### WORK REQUIRED:
Answer with a number only: how many lines of the data contain "hidden"?

[[ SUPPLIED INFORMATION, beginning ]]

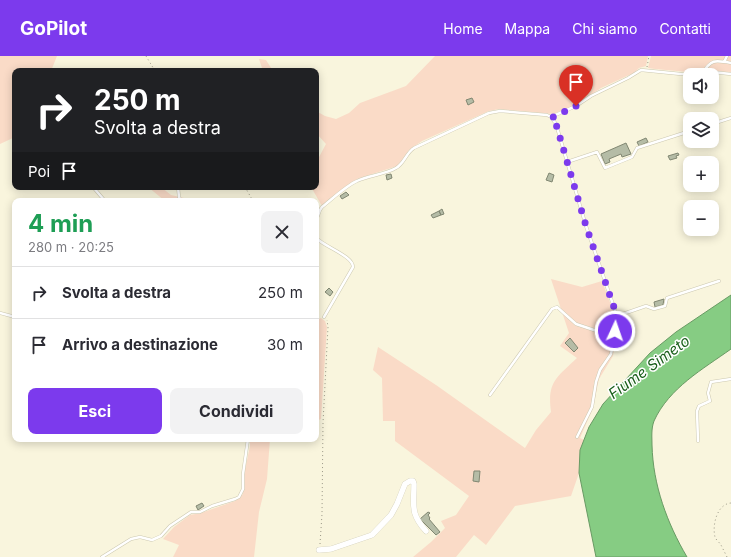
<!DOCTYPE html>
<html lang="it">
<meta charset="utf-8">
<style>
:root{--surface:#fff;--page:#f2f2f3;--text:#2b2b33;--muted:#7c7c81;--line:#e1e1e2;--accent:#7c3aed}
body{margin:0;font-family:Inter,sans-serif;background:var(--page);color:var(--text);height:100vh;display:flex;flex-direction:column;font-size:15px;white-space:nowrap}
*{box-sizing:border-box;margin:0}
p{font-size:13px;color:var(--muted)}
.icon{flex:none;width:22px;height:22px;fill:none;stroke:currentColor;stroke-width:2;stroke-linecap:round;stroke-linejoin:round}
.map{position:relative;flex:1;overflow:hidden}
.sheet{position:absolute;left:12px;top:142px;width:307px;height:244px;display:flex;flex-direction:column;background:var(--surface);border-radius:8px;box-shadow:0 2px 10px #0003}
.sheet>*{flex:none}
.top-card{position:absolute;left:12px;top:12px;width:307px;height:122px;border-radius:8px;box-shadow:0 2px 10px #0003;background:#202124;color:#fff;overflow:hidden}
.controls{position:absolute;left:683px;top:12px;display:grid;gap:8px}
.controls a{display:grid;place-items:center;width:36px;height:36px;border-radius:8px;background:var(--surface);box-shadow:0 2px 10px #0003;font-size:20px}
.pin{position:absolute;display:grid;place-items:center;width:34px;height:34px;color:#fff;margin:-41px -17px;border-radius:50% 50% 50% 0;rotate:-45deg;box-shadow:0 0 4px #0007}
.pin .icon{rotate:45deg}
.me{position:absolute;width:44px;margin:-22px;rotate:3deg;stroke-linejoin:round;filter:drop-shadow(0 0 3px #0008)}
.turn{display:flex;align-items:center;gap:14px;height:84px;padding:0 16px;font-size:18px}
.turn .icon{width:52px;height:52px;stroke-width:2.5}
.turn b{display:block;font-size:28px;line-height:34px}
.then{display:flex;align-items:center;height:38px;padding:0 16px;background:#0003;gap:8px;font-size:15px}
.round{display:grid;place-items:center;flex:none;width:42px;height:42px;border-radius:8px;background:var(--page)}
.head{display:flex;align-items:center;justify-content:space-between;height:68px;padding:0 16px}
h1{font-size:24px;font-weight:700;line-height:30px;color:#1e9e55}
.action{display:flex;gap:8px;margin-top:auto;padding:8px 16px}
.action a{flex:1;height:46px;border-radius:8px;background:var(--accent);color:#fff;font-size:16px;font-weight:700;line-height:46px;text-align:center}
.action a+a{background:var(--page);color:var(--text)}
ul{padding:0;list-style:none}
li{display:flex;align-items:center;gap:12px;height:52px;padding:0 16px;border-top:1px solid var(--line)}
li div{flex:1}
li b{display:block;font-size:15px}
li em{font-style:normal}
header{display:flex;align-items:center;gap:24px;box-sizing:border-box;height:56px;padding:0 20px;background:var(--accent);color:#fff}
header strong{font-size:19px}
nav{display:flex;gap:22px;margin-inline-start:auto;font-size:14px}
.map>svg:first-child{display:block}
.green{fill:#fadbc7}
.water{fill:#86cc83;stroke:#699a64}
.building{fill:#b5bca6;stroke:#818772}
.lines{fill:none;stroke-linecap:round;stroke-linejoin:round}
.lane-casing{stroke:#cdc9b1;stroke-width:3.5}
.street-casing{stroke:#cdc9b1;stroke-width:6}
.path{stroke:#9a9786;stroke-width:1;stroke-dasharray:1 3;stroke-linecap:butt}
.lane{stroke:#fff;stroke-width:2.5}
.street{stroke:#fff;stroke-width:5.5}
.route{stroke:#7c3aed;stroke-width:7;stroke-dasharray:0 12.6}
.labels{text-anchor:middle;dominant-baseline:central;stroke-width:3;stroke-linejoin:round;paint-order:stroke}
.water-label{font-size:15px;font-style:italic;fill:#1a601b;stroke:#fff}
</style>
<header>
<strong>GoPilot</strong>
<nav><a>Home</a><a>Mappa</a><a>Chi siamo</a><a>Contatti</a></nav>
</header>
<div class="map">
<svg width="731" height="501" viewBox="0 0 731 501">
<rect width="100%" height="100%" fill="#f9f5dd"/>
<path class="green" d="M0,0H57L51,15H15V81L0,88Z
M435,0H648L646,10L639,12L634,17L627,20L601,32L576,49L553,58L499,53L489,55L422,85L409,94L402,104L397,110L357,123L322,150L311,131H307H316V105L318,103L326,88L316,77V55L325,60L336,63L349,57L360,47L406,30Z
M651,0H731V16L712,15L699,17L655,13L648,12Z
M259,3L266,4L273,15H263Z
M148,131H161L171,139L184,142L185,145H165Z
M551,223L582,231L602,225L614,257L615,264L619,263L613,300L599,323L593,352L580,382L584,384L580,394L579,417L571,440L515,450L486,489L474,479L456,501H413L431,486L445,472L441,465L456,459L469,440L395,385V365H383L382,322L373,314L378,291L436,329L525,392L536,374L551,356C547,326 556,322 577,302L560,290L569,277Z
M321,262L325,265L327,271L321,363L316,365V264Z
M250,383H270L267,423L259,456L254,501H173L179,489L163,483L174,471L190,459L201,457L235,445L243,438L244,418L250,390Z"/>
<path class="water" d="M731,239V293C703,313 669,332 654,365C651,373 652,381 652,389C653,429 667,467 687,501H596L579,417L580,394L589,371L603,348L650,297L676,276Z"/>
<path class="building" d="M472,42L474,46L468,49L466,44Z
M646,82L648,86L639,90L637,86Z
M626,87L631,98L622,101L621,98L609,103L610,106L605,108L601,98Z
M678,97L679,99L676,100L677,102L670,104L668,100Z
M549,117L554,119L552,126L546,124Z
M391,118L392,122L387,124L386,119Z
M346,136L349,139L342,143L340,140Z
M442,153L444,158L441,159L439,155Z
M439,155L441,159L433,162L431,159Z
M329,232L333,236L330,240L325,236Z
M664,243L663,249L655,251L654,246Z
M570,282L578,292L574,296L565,287Z
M474,415H480L479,426L473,425Z
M202,447L204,450L198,454L196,450Z
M428,456L430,457L428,459L430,462L429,463L440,476L436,479L420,463Z"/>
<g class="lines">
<defs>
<path id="lane" d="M724,6L727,0
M702,18C711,3 715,4 731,7
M712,68L731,62
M567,106L597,96L605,112L632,101L637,92L690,75
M93,131L105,145
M178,131L179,141L181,145
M316,165L320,154L322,151C331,144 347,129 357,125C369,119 384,119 396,112C404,108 406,97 414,92L489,57L500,55L547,59L551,61L576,50L591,40L628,22L641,14L681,18L702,19L712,16L731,18
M316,182C325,191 353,200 353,211L324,261
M0,257L15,261
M617,260L646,250L654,253L665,250L667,242L719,225
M490,339L552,253L557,251L576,268L603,277C611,273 618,268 617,260L586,170L556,68L551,61
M577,381L592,351L596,326L600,314L611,298L617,266
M698,385L697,355L699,350L710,345L708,337L711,326L731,323
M102,501L131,483L140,481L152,484L161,480L170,470L191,456H200L212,450L235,443L239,441L243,433V418L248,383"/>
<path id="street" d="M319,494L331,493L372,479L391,459L397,448L405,428L410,425H413L414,428C414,450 410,457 426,475"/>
</defs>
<use href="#lane" class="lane-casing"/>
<use href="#street" class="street-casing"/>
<path class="path" d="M146,0L155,15
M647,11L649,0
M245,131L253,145
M320,488L322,458L323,367L328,271L327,264
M727,501C725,497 723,493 721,489C720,487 716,484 715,481C712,469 717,448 731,447"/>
<use href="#lane" class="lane"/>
<use href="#street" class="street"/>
</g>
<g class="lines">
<path class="route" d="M576,50L551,62L556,68L586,170L617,260L615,275"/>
</g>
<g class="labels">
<g class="water-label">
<text transform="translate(649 311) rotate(-36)">Fiume Simeto</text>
</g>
</g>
</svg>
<div class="controls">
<a><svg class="icon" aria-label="sound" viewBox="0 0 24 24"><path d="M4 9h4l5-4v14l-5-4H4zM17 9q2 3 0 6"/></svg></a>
<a><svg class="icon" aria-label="layers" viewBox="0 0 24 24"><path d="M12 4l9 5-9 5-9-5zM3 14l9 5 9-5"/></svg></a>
<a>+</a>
<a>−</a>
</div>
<div class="pin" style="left:576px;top:50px;background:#d93025"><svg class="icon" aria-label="arrive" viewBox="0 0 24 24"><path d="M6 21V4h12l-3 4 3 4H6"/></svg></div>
<svg class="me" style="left:615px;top:275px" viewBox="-20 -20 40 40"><circle r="17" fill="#7c3aed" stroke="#fff" stroke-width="3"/><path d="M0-11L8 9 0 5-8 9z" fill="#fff"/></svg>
<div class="top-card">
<div class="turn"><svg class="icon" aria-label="right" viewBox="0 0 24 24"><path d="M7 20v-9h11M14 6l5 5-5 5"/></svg><div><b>250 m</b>Svolta a destra</div></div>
<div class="then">Poi<svg class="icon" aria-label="arrive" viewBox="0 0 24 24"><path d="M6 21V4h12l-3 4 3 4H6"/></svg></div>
</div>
<section class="sheet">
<div class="head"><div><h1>4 min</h1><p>280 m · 20:25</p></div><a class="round"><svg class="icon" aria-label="close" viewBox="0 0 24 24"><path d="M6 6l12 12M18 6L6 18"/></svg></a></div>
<ul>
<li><svg class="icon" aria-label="right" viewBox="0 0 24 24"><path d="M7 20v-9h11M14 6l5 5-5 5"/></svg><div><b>Svolta a destra</b></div><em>250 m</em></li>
<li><svg class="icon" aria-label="arrive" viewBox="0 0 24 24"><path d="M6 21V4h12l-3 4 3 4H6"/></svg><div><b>Arrivo a destinazione</b></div><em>30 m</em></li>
</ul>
<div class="action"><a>Esci</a><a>Condividi</a></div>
</section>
</div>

[[ SUPPLIED INFORMATION, end ]]

### ANSWER TO THIS TASK:
2